Results — genodermatoses (tightened mapping)
- Classes mapped into the group: 31
- Test images with ground truth in the group: N = 391
| Metric | Point | 95 % CI |
|---|---|---|
| Class-level Top-1 accuracy | 0.450 | 0.402 – 0.500 |
| Class-level Top-3 accuracy | 0.680 | 0.633 – 0.725 |
| Class-level Top-5 accuracy | 0.772 | 0.728 – 0.811 |
| Group-level Top-1 accuracy | 0.652 | 0.604 – 0.698 |
| AUC | 0.905 | 0.886 – 0.924 |
Interpretation: genodermatosis group AUC 0.905 discriminates genodermatoses from non-genodermatoses above the pre-specified ≥ 0.80 threshold and within the range of binary-indicator AUCs on the same test set. Class-level Top-K sits below the aggregate envelope (Top-1 0.450 vs aggregate 0.658; Top-3 0.680 vs aggregate 0.821; Top-5 0.772 vs aggregate 0.864). This is expected for a low-prevalence long-tail group where fine-grained class disambiguation is intrinsically hardest. The device's clinical output is the prioritised Top-5 differential view, and the AUC and group-level Top-1 are the quantities that map to how the classifier output contributes to clinical decision support; on those quantities the analytical-performance robustness claim is supported.
Pillar discipline
This sub-analysis is Pillar 2 (technical/analytical performance at the classifier API level) per MDCG 2020-1 §4.4. It does not involve clinicians interpreting device outputs and does not satisfy Pillar 3. The triangulation in task-3b5 uses this Pillar 2 evidence as one of five ingredients; it is additive to the existing Pillar 3 §4.4 evidence from the pivotal investigations, MAN_2025 (supporting MRMC, ../task-3b4-mrmc-dark-phototypes/), and the Rank-4 legacy RWE from R-TF-015-012 (../completed-tasks/task-3b2-3b3-legacy-rwe-study/). Do not let the prose drift toward substituting Pillar 2 for Pillar 3.

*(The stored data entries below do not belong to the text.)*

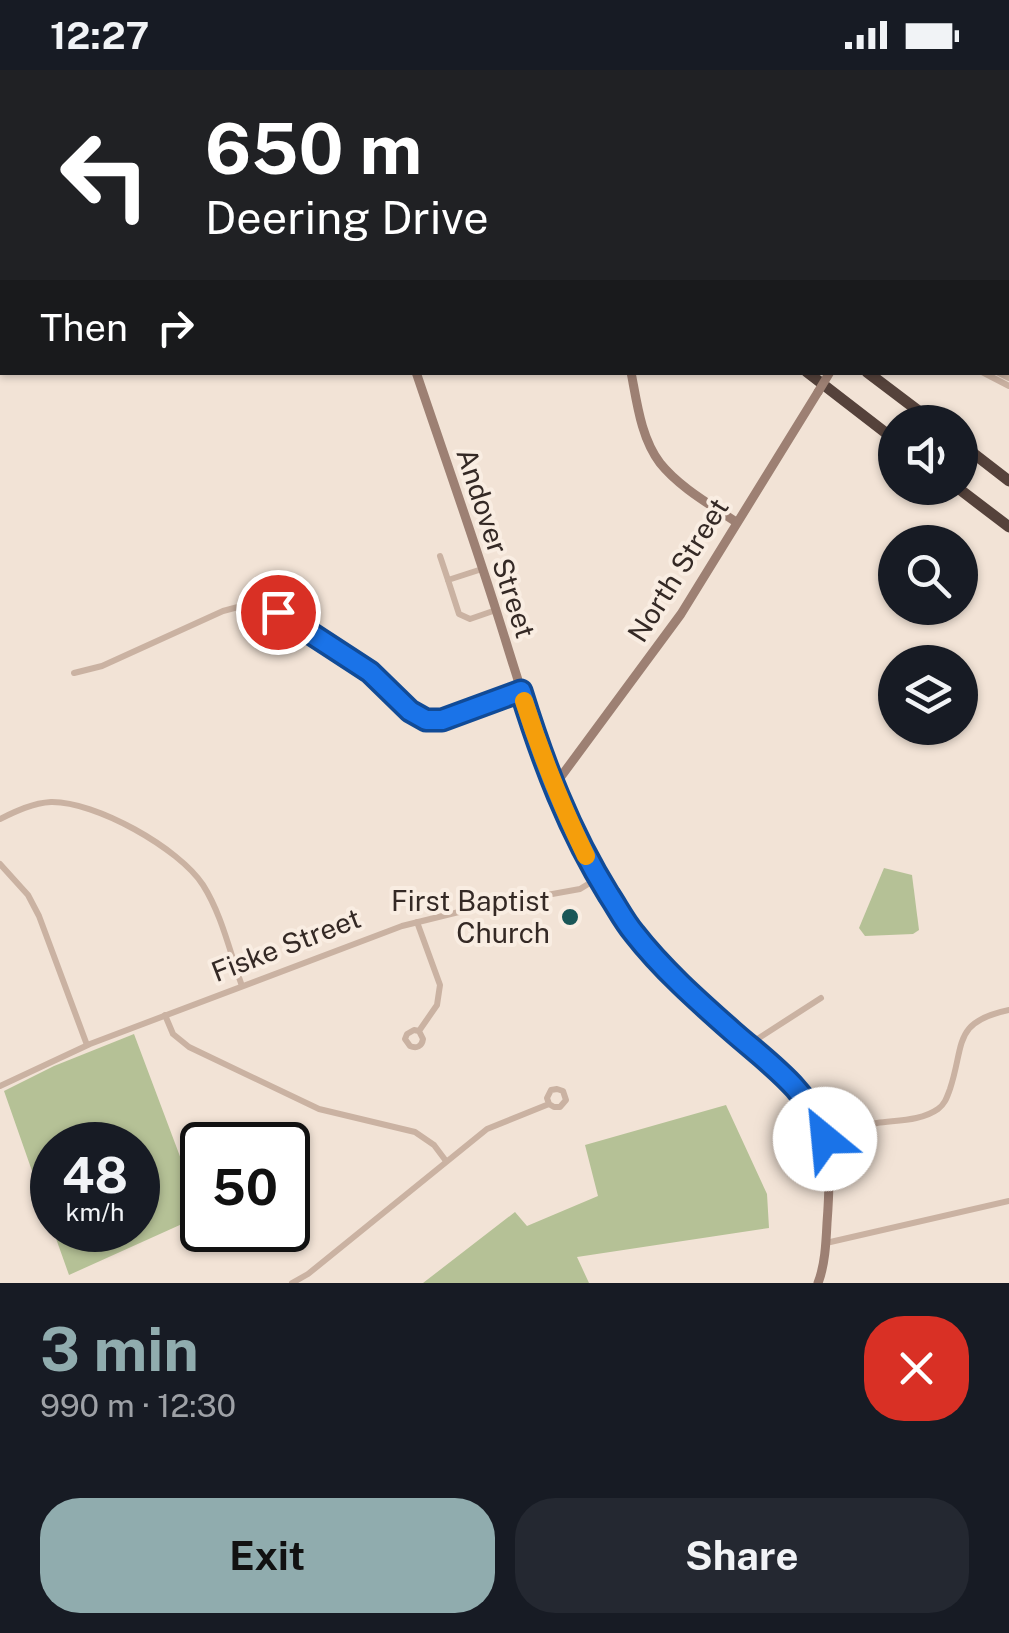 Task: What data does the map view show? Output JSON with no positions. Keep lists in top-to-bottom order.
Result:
{
  "streets": {
    "main road": ["Andover Street", "North Street"],
    "street": ["Fiske Street"]
  },
  "crossings": [
    ["Andover Street", "North Street"],
    ["Andover Street", "Fiske Street"]
  ],
  "places": ["First Baptist Church"],
  "page": {
    "status": "12:27",
    "turn": ["650 m", "Deering Drive"],
    "then": "Then",
    "speed": "48 km/h",
    "limit": "50",
    "heading": ["3 min", "990 m · 12:30"],
    "buttons": ["Exit", "Share"]
  }
} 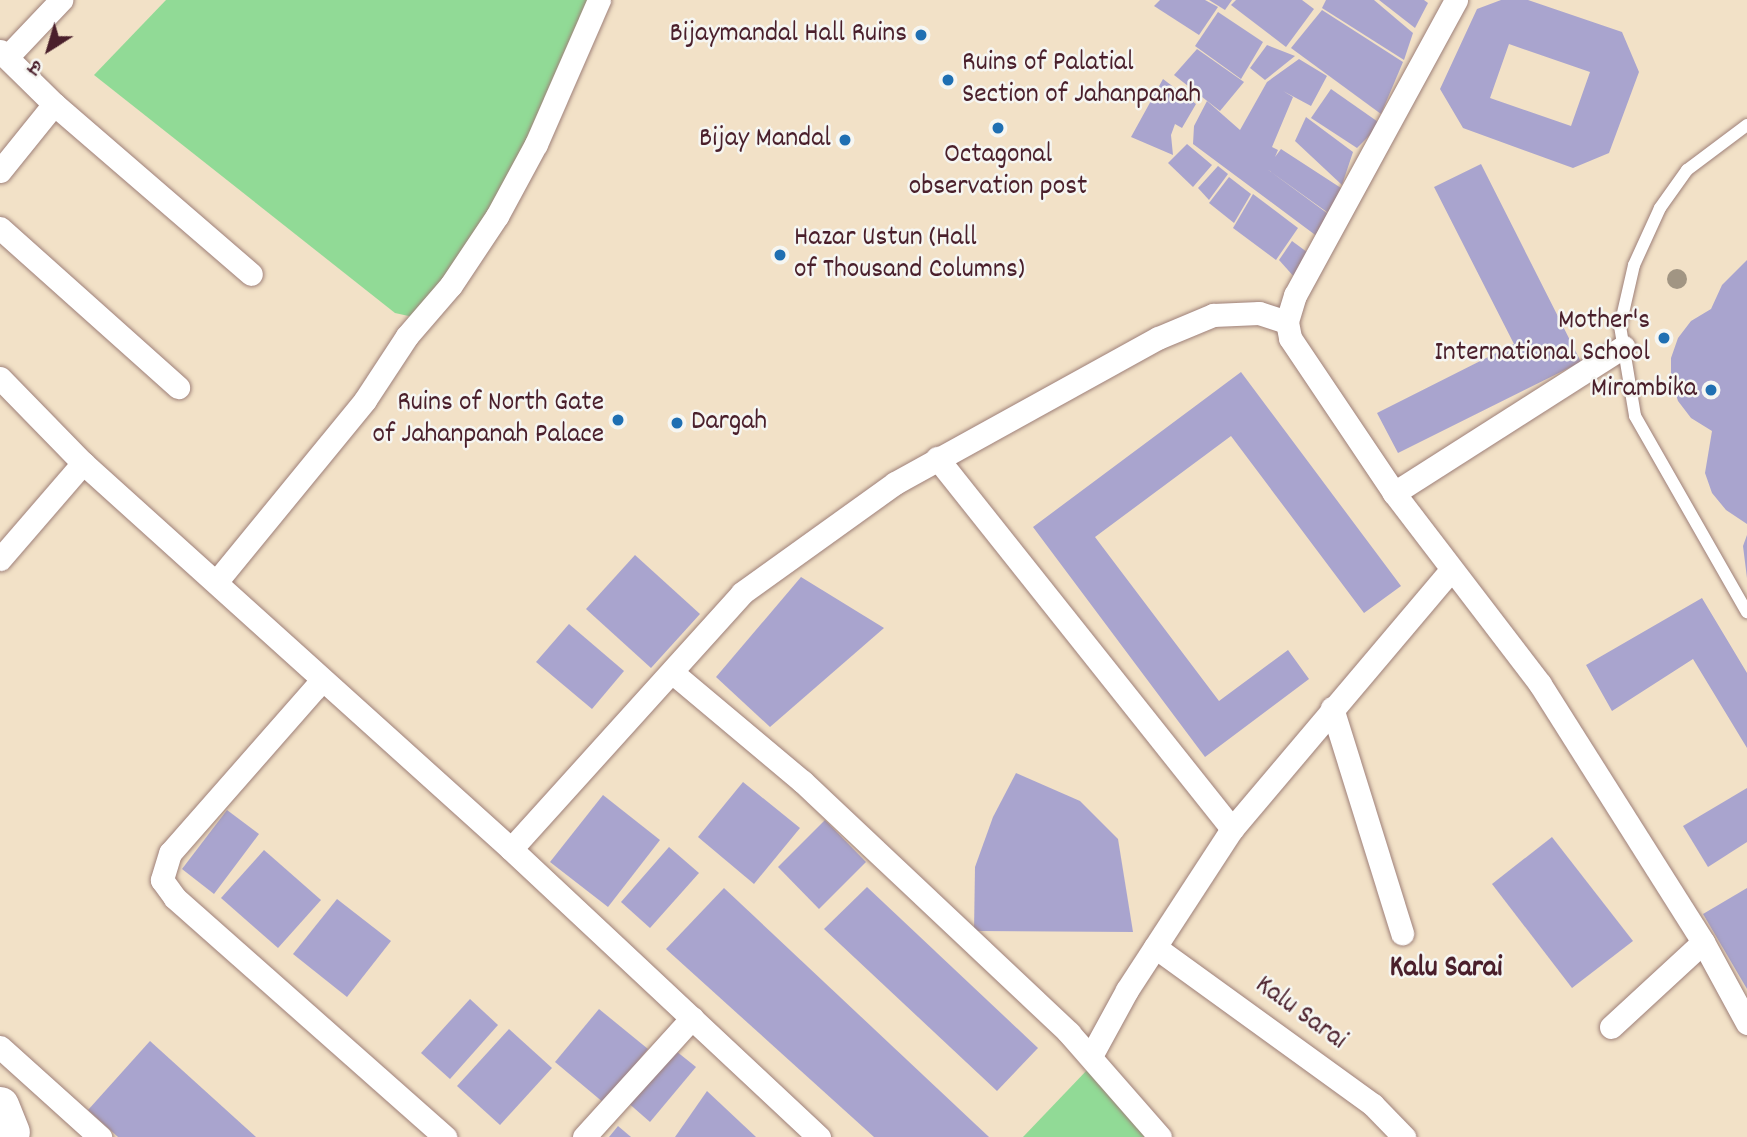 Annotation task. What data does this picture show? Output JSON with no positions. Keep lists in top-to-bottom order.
{
  "streets": {
    "street": ["Kalu Sarai"]
  },
  "districts": ["Kalu Sarai"],
  "places": [
    "Bijaymandal Hall Ruins",
    "Ruins of Palatial Section of Jahanpanah",
    "Octagonal observation post",
    "Bijay Mandal",
    "Hazar Ustun (Hall of Thousand Columns)",
    "Mother's International School",
    "Mirambika",
    "Ruins of North Gate of Jahanpanah Palace",
    "Dargah"
  ],
  "north": "bottom left"
}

Wide CIs and small-N discipline
Genodermatoses N = 391 and autoimmune N = 2,040. Neither AUC CI crosses the 0.80 success criterion. Both groups therefore pass the same acceptance criterion as the six binary indicators, and both AUC point estimates are within the range of the binary-indicator AUCs on the same test set. Disclose wide CIs honestly in the report — do not narrow the interval by changing the bootstrap seed or draw count.
Mapping-tightening delta
First-draft mapping: 42 autoimmune / 36 genodermatosis. After methodological review (recorded in class-group-map.md):
- Removed from autoimmune: Stevens-Johnson / TEN, erythema multiforme, necrobiosis lipoidica, Sweet syndrome, pyoderma gangrenosum. Rationale: immune-mediated but not classical autoimmune; see class-group-map.md exclusions section.

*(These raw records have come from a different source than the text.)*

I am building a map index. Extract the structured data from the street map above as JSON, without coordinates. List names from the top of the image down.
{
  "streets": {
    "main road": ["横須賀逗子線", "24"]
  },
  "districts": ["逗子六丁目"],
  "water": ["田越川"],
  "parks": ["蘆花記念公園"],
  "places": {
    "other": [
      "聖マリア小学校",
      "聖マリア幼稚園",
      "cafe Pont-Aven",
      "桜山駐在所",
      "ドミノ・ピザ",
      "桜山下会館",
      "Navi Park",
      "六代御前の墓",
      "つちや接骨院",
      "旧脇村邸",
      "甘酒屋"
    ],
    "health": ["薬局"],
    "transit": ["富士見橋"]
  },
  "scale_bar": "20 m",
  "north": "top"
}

- Removed from genodermatosis: café-au-lait spot, lymphatic malformation, developmental capillary vascular malformations (LC50), developmental venous malformations (LC51), cutaneous vascular malformation (EF2Z). Rationale: non-specific sign (CAL) or developmental/congenital rather than inherited genodermatosis.
Effect on metrics: autoimmune AUC 0.946 → 0.948, genodermatosis AUC 0.899 → 0.905. Both moved slightly up (tightening removed image-harder edge cases).
Propagation
- R-TF-028-006 AI Release Report — new subsection "Per-Epidemiological-Group Performance (sub-analysis)" after the Binary Indicators Performance Summary. Tables as above, plus a change-control entry referencing the clinical-review-triggered improvement. Aggregate metrics unchanged.

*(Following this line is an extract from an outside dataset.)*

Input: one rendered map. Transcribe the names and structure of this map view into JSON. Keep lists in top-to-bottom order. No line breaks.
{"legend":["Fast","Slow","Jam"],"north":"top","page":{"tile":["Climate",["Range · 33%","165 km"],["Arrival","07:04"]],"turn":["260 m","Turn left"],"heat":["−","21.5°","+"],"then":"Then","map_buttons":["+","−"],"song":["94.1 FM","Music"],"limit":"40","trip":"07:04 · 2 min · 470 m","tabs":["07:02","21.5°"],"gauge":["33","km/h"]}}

- task-3b5 Ingredient 2 — populated with the same numbers and the interpretive sentence; framed as additive Pillar 2 contribution to the triangulation, not a substitute for Pillar 3.
- Class-to-group mapping matrix to be handed to ML engineering lead for integration into the default V&V pipeline going forward.
Reproducibility
Deterministic run (compute_group_metrics.py, argsort + matrix product + sklearn roc_auc_score). Bootstrap seed fixed. Run summary persisted in run-summary.json. The script, class map, and mapping matrix together re-derive every number in this file.